• [Material for the task]:
----------------

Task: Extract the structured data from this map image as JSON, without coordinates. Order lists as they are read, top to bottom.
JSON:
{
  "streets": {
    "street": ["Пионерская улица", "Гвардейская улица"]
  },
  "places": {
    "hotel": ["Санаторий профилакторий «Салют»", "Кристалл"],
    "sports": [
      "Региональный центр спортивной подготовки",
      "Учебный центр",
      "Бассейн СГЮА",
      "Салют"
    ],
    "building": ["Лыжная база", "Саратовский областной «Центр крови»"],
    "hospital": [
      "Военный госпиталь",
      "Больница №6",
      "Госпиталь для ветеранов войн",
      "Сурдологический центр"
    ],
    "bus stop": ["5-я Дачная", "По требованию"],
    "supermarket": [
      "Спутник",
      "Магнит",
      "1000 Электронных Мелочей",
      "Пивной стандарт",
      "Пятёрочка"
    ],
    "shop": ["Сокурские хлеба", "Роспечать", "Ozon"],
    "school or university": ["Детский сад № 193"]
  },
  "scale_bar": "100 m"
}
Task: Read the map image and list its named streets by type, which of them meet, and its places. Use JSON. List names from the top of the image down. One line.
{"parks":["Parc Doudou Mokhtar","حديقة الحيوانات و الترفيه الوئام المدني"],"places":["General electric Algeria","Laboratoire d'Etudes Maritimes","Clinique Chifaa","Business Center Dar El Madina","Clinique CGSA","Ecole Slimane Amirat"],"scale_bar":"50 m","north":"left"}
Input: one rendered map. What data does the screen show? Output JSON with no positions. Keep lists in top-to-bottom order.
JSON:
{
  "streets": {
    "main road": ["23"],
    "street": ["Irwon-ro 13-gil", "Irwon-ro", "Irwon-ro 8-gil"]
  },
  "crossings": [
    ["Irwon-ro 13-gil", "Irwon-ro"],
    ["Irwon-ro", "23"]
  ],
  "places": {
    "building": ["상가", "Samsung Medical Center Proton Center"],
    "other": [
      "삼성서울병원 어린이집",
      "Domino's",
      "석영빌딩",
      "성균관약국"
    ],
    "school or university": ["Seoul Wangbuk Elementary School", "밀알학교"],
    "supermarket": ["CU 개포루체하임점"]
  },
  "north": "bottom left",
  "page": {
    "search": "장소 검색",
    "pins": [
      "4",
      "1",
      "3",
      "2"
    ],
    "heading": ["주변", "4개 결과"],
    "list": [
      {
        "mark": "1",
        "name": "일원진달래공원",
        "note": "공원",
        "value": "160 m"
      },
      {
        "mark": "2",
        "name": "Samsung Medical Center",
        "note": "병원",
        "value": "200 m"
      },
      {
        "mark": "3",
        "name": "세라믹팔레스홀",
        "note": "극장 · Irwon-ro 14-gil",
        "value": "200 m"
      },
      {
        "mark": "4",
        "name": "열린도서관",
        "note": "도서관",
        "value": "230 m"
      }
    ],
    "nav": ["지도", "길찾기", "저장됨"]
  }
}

----------------

• [Work task]:
Repeat each of the records exactly as written.

• [Task response]:
Task: Extract the structured data from this map image as JSON, without coordinates. Order lists as they are read, top to bottom.
JSON:
{
  "streets": {
    "street": ["Пионерская улица", "Гвардейская улица"]
  },
  "places": {
    "hotel": ["Санаторий профилакторий «Салют»", "Кристалл"],
    "sports": [
      "Региональный центр спортивной подготовки",
      "Учебный центр",
      "Бассейн СГЮА",
      "Салют"
    ],
    "building": ["Лыжная база", "Саратовский областной «Центр крови»"],
    "hospital": [
      "Военный госпиталь",
      "Больница №6",
      "Госпиталь для ветеранов войн",
      "Сурдологический центр"
    ],
    "bus stop": ["5-я Дачная", "По требованию"],
    "supermarket": [
      "Спутник",
      "Магнит",
      "1000 Электронных Мелочей",
      "Пивной стандарт",
      "Пятёрочка"
    ],
    "shop": ["Сокурские хлеба", "Роспечать", "Ozon"],
    "school or university": ["Детский сад № 193"]
  },
  "scale_bar": "100 m"
}
Task: Read the map image and list its named streets by type, which of them meet, and its places. Use JSON. List names from the top of the image down. One line.
{"parks":["Parc Doudou Mokhtar","حديقة الحيوانات و الترفيه الوئام المدني"],"places":["General electric Algeria","Laboratoire d'Etudes Maritimes","Clinique Chifaa","Business Center Dar El Madina","Clinique CGSA","Ecole Slimane Amirat"],"scale_bar":"50 m","north":"left"}
Input: one rendered map. What data does the screen show? Output JSON with no positions. Keep lists in top-to-bottom order.
JSON:
{
  "streets": {
    "main road": ["23"],
    "street": ["Irwon-ro 13-gil", "Irwon-ro", "Irwon-ro 8-gil"]
  },
  "crossings": [
    ["Irwon-ro 13-gil", "Irwon-ro"],
    ["Irwon-ro", "23"]
  ],
  "places": {
    "building": ["상가", "Samsung Medical Center Proton Center"],
    "other": [
      "삼성서울병원 어린이집",
      "Domino's",
      "석영빌딩",
      "성균관약국"
    ],
    "school or university": ["Seoul Wangbuk Elementary School", "밀알학교"],
    "supermarket": ["CU 개포루체하임점"]
  },
  "north": "bottom left",
  "page": {
    "search": "장소 검색",
    "pins": [
      "4",
      "1",
      "3",
      "2"
    ],
    "heading": ["주변", "4개 결과"],
    "list": [
      {
        "mark": "1",
        "name": "일원진달래공원",
        "note": "공원",
        "value": "160 m"
      },
      {
        "mark": "2",
        "name": "Samsung Medical Center",
        "note": "병원",
        "value": "200 m"
      },
      {
        "mark": "3",
        "name": "세라믹팔레스홀",
        "note": "극장 · Irwon-ro 14-gil",
        "value": "200 m"
      },
      {
        "mark": "4",
        "name": "열린도서관",
        "note": "도서관",
        "value": "230 m"
      }
    ],
    "nav": ["지도", "길찾기", "저장됨"]
  }
}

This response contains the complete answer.